The two-disc Blu-ray set is pretty well packed with special features. The main one is on disc two, “Journey of Discovery: Creating Man of Steel,” though the extra material is exclusively embedded in an alternate presentation of the movie itself. Basically, it combines commentary with picture-in-picture material and additional footage that interrupts the movie in order to play separately. It sounds clunkier than it is. If you’ve got three hours, this “Journey” offers all kinds of interesting tidbits, with most of the main cast and filmmakers contributing.
Also on disc two is the faux-documentary “Planet Krypton,” which tells the planet’s story in a way you would see on the History or National Geographic Channel. It’s so straight-faced and convincingly assembled that it’s fun to watch. Disc one has the more traditional featurettes, including two 25-minute docs: “Strong Characters, Legendary Roles” and “All Out Action.” A six-minute short zeros in on the effects that allowed Krypton to be realistically depicted (and destroyed), “Krypton Decoded.” There’s also an entertaining animated short using John Williams’ score, showing the different looks Superman has had over the decades. And for some reason there’s a Hobbit-related featurette here, “New Zealand: Home to Middle Earth,” cross-marketing at its best, I guess.

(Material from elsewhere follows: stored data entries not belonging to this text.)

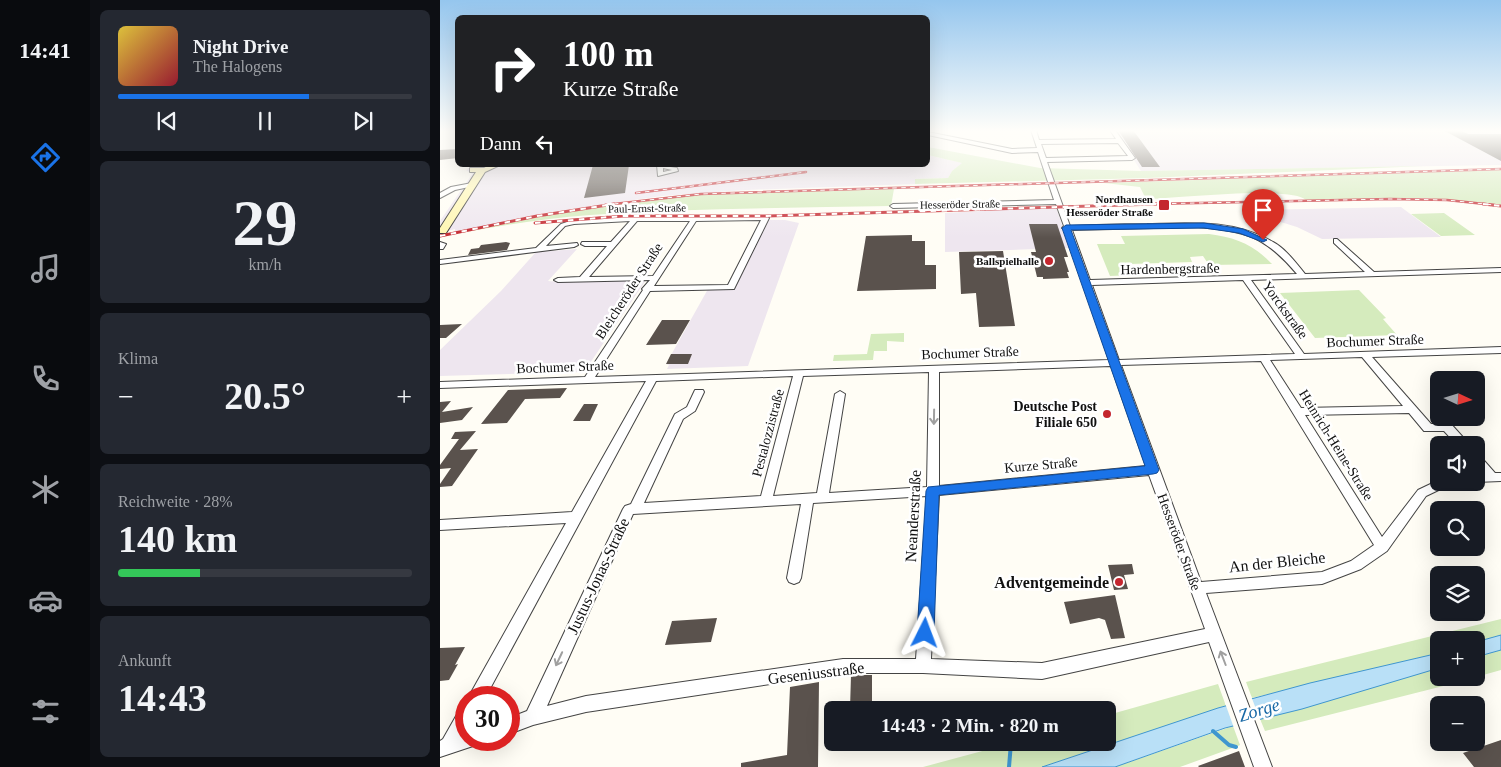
<!DOCTYPE html>
<html lang="de">
<meta charset="utf-8">
<style>
body{margin:0;font-family:"Times New Roman",serif;background:#242831;color:#f1f3f6;height:100vh;display:flex;flex-direction:column;font-size:19px;white-space:nowrap}
*{box-sizing:border-box;margin:0}
p{font-size:16px;color:#9ea1a6}
.icon{flex:none;width:28px;height:28px;fill:none;stroke:currentColor;stroke-width:2;stroke-linecap:round;stroke-linejoin:round}
.map{position:relative;flex:1;overflow:hidden}
.panel{display:flex;flex-direction:column;gap:10px;padding:10px;background:#0d0f14;width:350px}
.panel>*{flex:none}
.top-card{position:absolute;left:15px;top:15px;width:475px;height:152px;border-radius:8px;box-shadow:0 5px 20px #0002;background:#202124;color:#fff;overflow:hidden}
.needle{width:32px;rotate:94deg}
.buttons{position:absolute;left:990px;top:371px;display:grid;gap:10px}
.buttons a{display:grid;place-items:center;width:55px;height:55px;border-radius:8px;background:#171b24;box-shadow:0 5px 20px #0002;font-size:25px}
.speed{position:absolute;left:15px;top:686px;display:flex;gap:10px;font-size:25px;font-weight:700;text-align:center}
.speed>*{display:grid;place-content:center;width:65px;height:65px;border-radius:50%;background:#171b24;box-shadow:0 5px 20px #0002;line-height:1}
.speed .limit{border:8px solid #d22;background:#fff;color:#111}
.pin{position:absolute;display:grid;place-items:center;width:42px;height:42px;color:#fff;margin:-51px -21px;border-radius:50% 50% 50% 0;rotate:-45deg;box-shadow:0 0 5px #0007}
.pin .icon{rotate:45deg}
.me{position:absolute;width:55px;margin:-28px;rotate:3deg;stroke-linejoin:round;filter:drop-shadow(0 0 4px #0008)}
.turn{display:flex;align-items:center;gap:18px;height:105px;padding:0 25px;font-size:22px}
.turn .icon{width:65px;height:65px;stroke-width:2.5}
.turn b{display:block;font-size:35px;line-height:42px}
.then{display:flex;align-items:center;height:48px;padding:0 25px;background:#0003;gap:10px;font-size:19px}
.big{font-size:38px;font-weight:700;line-height:1.1}
.panel .card{flex:1;display:flex;flex-direction:column;justify-content:center;gap:8px;min-width:0;padding:0 18px;border-radius:8px;background:#242831}
.panel .dial{align-items:center;gap:0}
.dial b{font-size:65px;line-height:1}
.song{display:flex;align-items:center;gap:15px}
.cover{width:60px;height:60px;border-radius:8px;background:linear-gradient(135deg,hsl(50 70% 55%),hsl(350 70% 35%))}
.played{height:5px;border-radius:2px;background:linear-gradient(90deg,#1a73e8 65%,#363941 65%)}
.keys{display:flex;justify-content:space-around;direction:ltr}
.heat{display:flex;justify-content:space-between;align-items:center;font-size:28px;direction:ltr}
.charge{height:8px;border-radius:4px;background:linear-gradient(90deg,#34c759 28%,#363941 0)}
.trip{position:absolute;left:384px;top:701px;width:292px;height:50px;border-radius:8px;background:#171b24;box-shadow:0 5px 20px #0002;font-weight:700;line-height:50px;text-align:center}
main{display:flex;flex:1;min-height:0}
.tab-bar{display:flex;flex-direction:column;width:90px;justify-content:space-around;align-items:center;background:#090b0e;color:#9ea1a6}
.tab-bar .icon{width:35px;height:35px}
.tab-bar .active{color:#1a73e8}
.tab-bar b{font-size:22px;color:#f1f3f6}
.map>svg:first-child{display:block}
</style>
<main>
<nav class="tab-bar">
<b>14:41</b>
<svg class="icon active" aria-label="directions" viewBox="0 0 24 24"><path d="M12 3l9 9-9 9-9-9zM9 14v-3h6M13 9l2 2-2 2"/></svg>
<svg class="icon" aria-label="music" viewBox="0 0 24 24"><path d="M9 18V5l10-2v13"/><circle cx="6" cy="18" r="3"/><circle cx="16" cy="16" r="3"/></svg>
<svg class="icon" aria-label="phone" viewBox="0 0 24 24"><path d="M5 4h4l2 5-3 2q2 4 5 5l2-3 5 2v4C11 20 4 13 5 4z"/></svg>
<svg class="icon" aria-label="climate" viewBox="0 0 24 24"><path d="M12 3v18M4 7l16 10M4 17L20 7"/></svg>
<svg class="icon" aria-label="car" viewBox="0 0 24 24"><path d="M5 17H2v-5l4-1 3-4h7l3 4 3 1v5h-3M9 17h6M6 11h13"/><circle cx="7" cy="17" r="2"/><circle cx="17" cy="17" r="2"/></svg>
<svg class="icon" aria-label="filters" viewBox="0 0 24 24"><path d="M4 7h16M4 17h16"/><circle cx="9" cy="7" r="2"/><circle cx="15" cy="17" r="2"/></svg>
</nav>
<section class="panel">
<div class="card">
<div class="song"><i class="cover"></i><div><b>Night Drive</b><p>The Halogens</p></div></div>
<div class="played"></div>
<div class="keys"><svg class="icon" aria-label="previous" viewBox="0 0 24 24"><path d="M18 5L8 12l10 7zM5 5v14"/></svg><svg class="icon" aria-label="pause" viewBox="0 0 24 24"><path d="M8 5v14M16 5v14"/></svg><svg class="icon" aria-label="next" viewBox="0 0 24 24"><path d="M6 5l10 7-10 7zM19 5v14"/></svg></div>
</div>
<div class="card dial"><b>29</b><p>km/h</p></div>
<div class="card"><p>Klima</p>
<div class="heat"><a>−</a><b class="big">20.5°</b><a>+</a></div>
</div>
<div class="card"><p>Reichweite · 28%</p><b class="big">140 km</b><div class="charge"></div></div>
<div class="card"><p>Ankunft</p><b class="big">14:43</b></div>
</section>
<div class="map">
<svg width="1061" height="767" viewBox="0 0 1061 767">
<rect width="100%" height="100%" fill="#fffdf5"/>
<path fill="#eee6ef" d="M675,130H1061V165L701,171Z
M488,155L523,163L512,171L508,178L475,179V184L306,190L222,196L104,213L15,232V229L0,233V221L32,174L26,170L32,165H488Z
M616,207L630,248L505,252V213Z
M961,207L1001,237L882,239L857,227L824,217L819,210Z
M327,220H345L359,223L308,366L227,369L229,365L226,364L268,289L294,288Z
M137,249L108,281L120,282L206,280L144,372L0,376V350L61,291L96,252Z"/>
<path fill="#d5ebbd" d="M488,147L600,168L701,171L984,166L707,178L475,184V179L508,178L512,171L522,163L488,155Z
M1061,170V205L985,198L866,200C851,185 732,199 706,199L700,187L664,183Z
M454,189L451,206C351,208 250,208 150,215C107,218 64,225 21,233C100,216 180,201 261,195C325,190 390,190 454,189Z
M1004,213L1035,235L1001,236L971,214Z
M769,234C795,237 814,245 832,264L769,265L763,256L750,257L752,262L690,264L695,275L670,276L657,244H685L681,236Z
M919,290L946,318L943,319L957,335L875,338L840,293Z
M464,333V342L447,341V351H434L433,360L393,361L394,355L427,354L431,334Z
M1061,619V635L1036,642V640H999V653L812,698L806,682Z
M1061,650V670L1036,677V657Z
M999,668V678H1035L825,731L820,719Z
M778,684L786,706L602,767H483L572,743L668,742V715Z
M793,726L800,745L798,746L740,767H675Z"/>
<path fill="#b9e0f7" stroke="#3f96cf" d="M1061,635V650L1036,657V642Z
M999,653V668L862,709L785,728L675,767H602L778,708L870,683Z"/>
<path fill="#fffdf5" d="M811,696L821,722L794,728L785,703Z"/>
<g fill="none" stroke-linecap="round" stroke-linejoin="round">
<path stroke="#3f96cf" stroke-width="4" d="M773,731L789,745L796,747
M569,767L571,743"/>
</g>
<path fill="#5a524d" d="M678,130H693L720,167H702Z
M1003,130H1020L1028,134H1061V161Z
M18,149V158L0,160V150Z
M153,165H189L185,193L144,198Z
M589,224H617L628,257H624L629,272H627L629,278L603,279V277H597L591,252H596Z
M472,235V241H485V265H496V289L417,291L426,236Z
M66,242L70,243L67,250L28,255L31,249L39,248L41,245Z
M563,251L575,326L539,327L536,293L521,294L519,252Z
M222,320H250L236,344L206,345Z
M22,324L6,338H0V325Z
M231,354H252L248,364H226Z
M127,388L120,398L85,399L67,423L41,424L68,390Z
M11,401L2,412L33,407L22,420L0,423V402Z
M144,404H158L150,421H133Z
M36,431L20,450L38,449L12,486L0,487V484L11,468L0,469V465L19,439H11L15,432Z
M692,564L694,574L684,575L688,589L674,590L668,565Z
M675,595L685,638L671,639L665,620L659,618L630,624L624,602Z
M277,618L271,642L225,645L232,621Z
M25,647L15,665L18,664L9,680L0,681V648Z
M411,675H432V706L410,709Z
M379,682L378,767H301V763L347,755L350,687Z
M1061,740V767H1034L1023,753Z
M799,751L805,767H759L758,766Z"/>
<g fill="none" stroke-linecap="round" stroke-linejoin="round">
<defs>
<path id="street" d="M591,130H596L599,140L676,139L670,130H675L695,158L692,160L607,162L630,226C656,225 681,224 707,224C749,223 794,219 833,242C846,249 856,263 865,274L925,272L894,243V239H897L934,272L1061,268V272L811,280L864,354L1061,347V353L932,357L991,424H1011L1030,445H1017L1004,431H984L969,413L865,415L942,537L978,490L999,480V482H1011L1009,485L986,496L947,551L921,569L882,584L766,593L832,767H814L769,642L602,679L483,673H403L146,712L93,725L69,734V718L87,711L183,509L185,506L191,504L235,414L247,407L255,390H263L264,392L255,411L243,419L204,503L321,496L353,376L216,381L45,698H28L126,523L0,530V520L132,512L206,381L0,388V382L145,377L203,290L202,289L210,280L118,282L114,280L118,278L140,277L167,246H145L141,244L142,242H171L190,221L134,224L125,226L106,246L137,243L138,245L134,247L0,264V260L96,248L121,224L133,220L169,217H328L329,218L294,289L210,291L155,377L669,360L625,230L622,228L624,226L616,204L453,208L450,206L453,204L614,200L598,152L572,153L488,135V132L572,149L597,148ZM678,143L688,156L606,158L601,144ZM321,220L288,285L214,286L256,221ZM197,221H250L213,276L149,277ZM755,227C804,230 825,236 857,274L650,280L632,230ZM803,280L855,354L679,360L652,285ZM922,357L963,406L861,408L830,360ZM821,361L934,545L911,561L882,572L761,582L681,365ZM671,366L706,466L499,486V372ZM489,372L487,487L389,493L405,394L400,391L395,394L377,493L333,496L363,376ZM709,475L765,629L602,663L491,659L499,495ZM487,496L476,659H403L146,696L107,706L193,514L361,504L347,578L349,582L354,584L359,582L361,578L373,503Z
M217,165L237,168L238,171L218,176ZM223,168L232,170L223,172Z
M32,183L35,185L34,186L15,190L0,198V193L11,187Z
M0,242L6,244L3,249H0Z
M1036,455L1040,456L1055,473H1061V481L1036,482V474L1042,473L1036,467Z
M26,707V740H35L33,746L0,757V741L3,739L20,709Z"/>
<path id="secondary" d="M49,165H60L45,172L6,233H0V228L36,172H30V168H44Z"/>
</defs>
<use href="#street" stroke="#444" stroke-width="2"/>
<use href="#secondary" stroke="#333" stroke-width="2"/>
<use href="#street" fill="#fff" fill-rule="evenodd"/>
<use href="#secondary" fill="#fff6b0" fill-rule="evenodd"/>
<defs>
<path id="rail-far1" d="M196,193L366,172
M165,205L261,194L1061,169
M660,205L950,199L1007,200L1054,205"/>
<path id="rail" d="M1043,204L1061,206
M95,223L183,216H327L718,204
M0,236L97,216L174,204"/>
</defs>
<use href="#rail-far1" stroke="#c4262e" stroke-width="2.5"/>
<use href="#rail" stroke="#c4262e" stroke-width="3"/>
<use href="#rail-far1" stroke="#fff" stroke-width="1" stroke-dasharray="4.5" stroke-linecap="butt"/>
<use href="#rail" stroke="#fff" stroke-width="2" stroke-dasharray="5.5" stroke-linecap="butt"/>
</g>
<defs><path id="oneway-shaft" d="M-6 0H5M1.5-3L5.5 0L1.5 3" fill="none" stroke-width="1.6" stroke-linecap="round" stroke-linejoin="round" transform="scale(1.25)"/></defs>
<g stroke="#a0a0a0">
<use href="#oneway-shaft" transform="translate(494 417) rotate(91)"/>
<use href="#oneway-shaft" transform="translate(783 658) rotate(-111)"/>
<use href="#oneway-shaft" transform="translate(119 659) rotate(115)"/>
</g>
<linearGradient id="sky" x2="0" y2="1"><stop stop-color="#95c6ee"/><stop offset="0.55" stop-color="#fffefa"/><stop offset="1" stop-color="#fffefa" stop-opacity="0"/></linearGradient>
<rect width="1061" height="238" fill="url(#sky)"/>
<path fill="#1a73e8" stroke="#114b97" d="M764,223L803,229L827,240L823,242L799,233L764,228L631,230L719,470L717,473L713,474L499,495L494,633L491,639L485,641L479,639L477,633L486,491L488,487L705,466L622,228L626,225Z"/>
<g fill="#c4262e" stroke="#fff" stroke-width="2">
<rect x="718" y="199" width="12" height="12" rx="2.5"/>
<circle cx="609" cy="261" r="5"/>
<circle cx="667" cy="414" r="5"/>
<circle cx="679" cy="582" r="5"/>
</g>
<g text-anchor="middle" dominant-baseline="central" stroke-width="5" stroke-linejoin="round" paint-order="stroke">
<g font-size="11" font-weight="bold" fill="#111" stroke="#fff" text-anchor="end">
<text x="713" y="199">Nordhausen<tspan x="713" dy="13">Hesseröder Straße</tspan></text>
<text x="599" y="261">Ballspielhalle</text>
</g>
<g font-size="11" fill="#111" stroke="#fff">
<text transform="translate(520 204) rotate(-1)">Hesseröder Straße</text>
<text transform="translate(207 208) rotate(-1)">Paul-Ernst-Straße</text>
</g>
<g font-size="14" fill="#111" stroke="#fff">
<text transform="translate(730 269) rotate(-1)">Hardenbergstraße</text>
<text transform="translate(189 291) rotate(-57)">Bleicheröder Straße</text>
<text transform="translate(845 310) rotate(54)">Yorckstraße</text>
<text transform="translate(935 341) rotate(-2)">Bochumer Straße</text>
<text transform="translate(530 353) rotate(-2)">Bochumer Straße</text>
<text transform="translate(125 367) rotate(-2)">Bochumer Straße</text>
<text transform="translate(328 433) rotate(-75)">Pestalozzistraße</text>
<text transform="translate(896 445) rotate(58)">Heinrich-Heine-Straße</text>
<text transform="translate(601 465) rotate(-5)">Kurze Straße</text>
<text transform="translate(739 542) rotate(70)">Hesseröder Straße</text>
</g>
<g font-size="14" font-weight="bold" fill="#111" stroke="#fff" text-anchor="end">
<text x="657" y="406">Deutsche Post<tspan x="657" dy="16">Filiale 650</tspan></text>
</g>
<g font-size="16" fill="#111" stroke="#fff">
<text transform="translate(473 516) rotate(-87)">Neanderstraße</text>
<text transform="translate(837 562) rotate(-6)">An der Bleiche</text>
<text transform="translate(158 576) rotate(-65)">Justus-Jonas-Straße</text>
<text transform="translate(376 673) rotate(-7)">Geseniusstraße</text>
</g>
<g font-size="16" font-weight="bold" fill="#111" stroke="#fff" text-anchor="end">
<text x="669" y="582">Adventgemeinde</text>
</g>
<g font-size="18" font-style="italic" fill="#1768a6" stroke="#fff">
<text transform="translate(819 710) rotate(-17)">Zorge</text>
</g>
</g>
</svg>
<div class="buttons">
<a><svg class="needle" viewBox="-14 -14 28 28"><path d="M0-13l5 13h-10z" fill="#e53935"/><path d="M0 13l5-13h-10z" fill="#9ea1a6"/></svg></a>
<a><svg class="icon" aria-label="sound" viewBox="0 0 24 24"><path d="M4 9h4l5-4v14l-5-4H4zM17 9q2 3 0 6"/></svg></a>
<a><svg class="icon" aria-label="search" viewBox="0 0 24 24"><circle cx="10" cy="10" r="6"/><path d="M15 15l6 6"/></svg></a>
<a><svg class="icon" aria-label="layers" viewBox="0 0 24 24"><path d="M12 4l9 5-9 5-9-5zM3 14l9 5 9-5"/></svg></a>
<a>+</a>
<a>−</a>
</div>
<div class="speed"><div class="limit">30</div></div>
<div class="pin" style="left:823px;top:240px;background:#d93025"><svg class="icon" aria-label="arrive" viewBox="0 0 24 24"><path d="M6 21V4h12l-3 4 3 4H6"/></svg></div>
<svg class="me" style="left:485px;top:633px" viewBox="-20 -20 40 40"><path d="M0-17L14 15 0 8-14 15z" fill="#1a73e8" stroke="#fff" stroke-width="4"/></svg>
<div class="trip">14:43 · 2 Min. · 820 m</div>
<div class="top-card">
<div class="turn"><svg class="icon" aria-label="right" viewBox="0 0 24 24"><path d="M7 20v-9h11M14 6l5 5-5 5"/></svg><div><b>100 m</b>Kurze Straße</div></div>
<div class="then">Dann<svg class="icon" aria-label="left" viewBox="0 0 24 24"><path d="M17 20v-9H6M10 6l-5 5 5 5"/></svg></div>
</div>
</div>
</main>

The end result of Man of Steel is that the pieces don’t add up to an interesting story even when the ideas are good. In fact, it is a fairly standard alien invasion film where Earthlings need to fight off the aliens to save the planet (with help from a virtuous alien, in this case). There isn’t anything distinctively “Superman” about it, aside for the opening scenes on Krypton. Man of Steel is a Superman movie that was afraid to really be about Superman.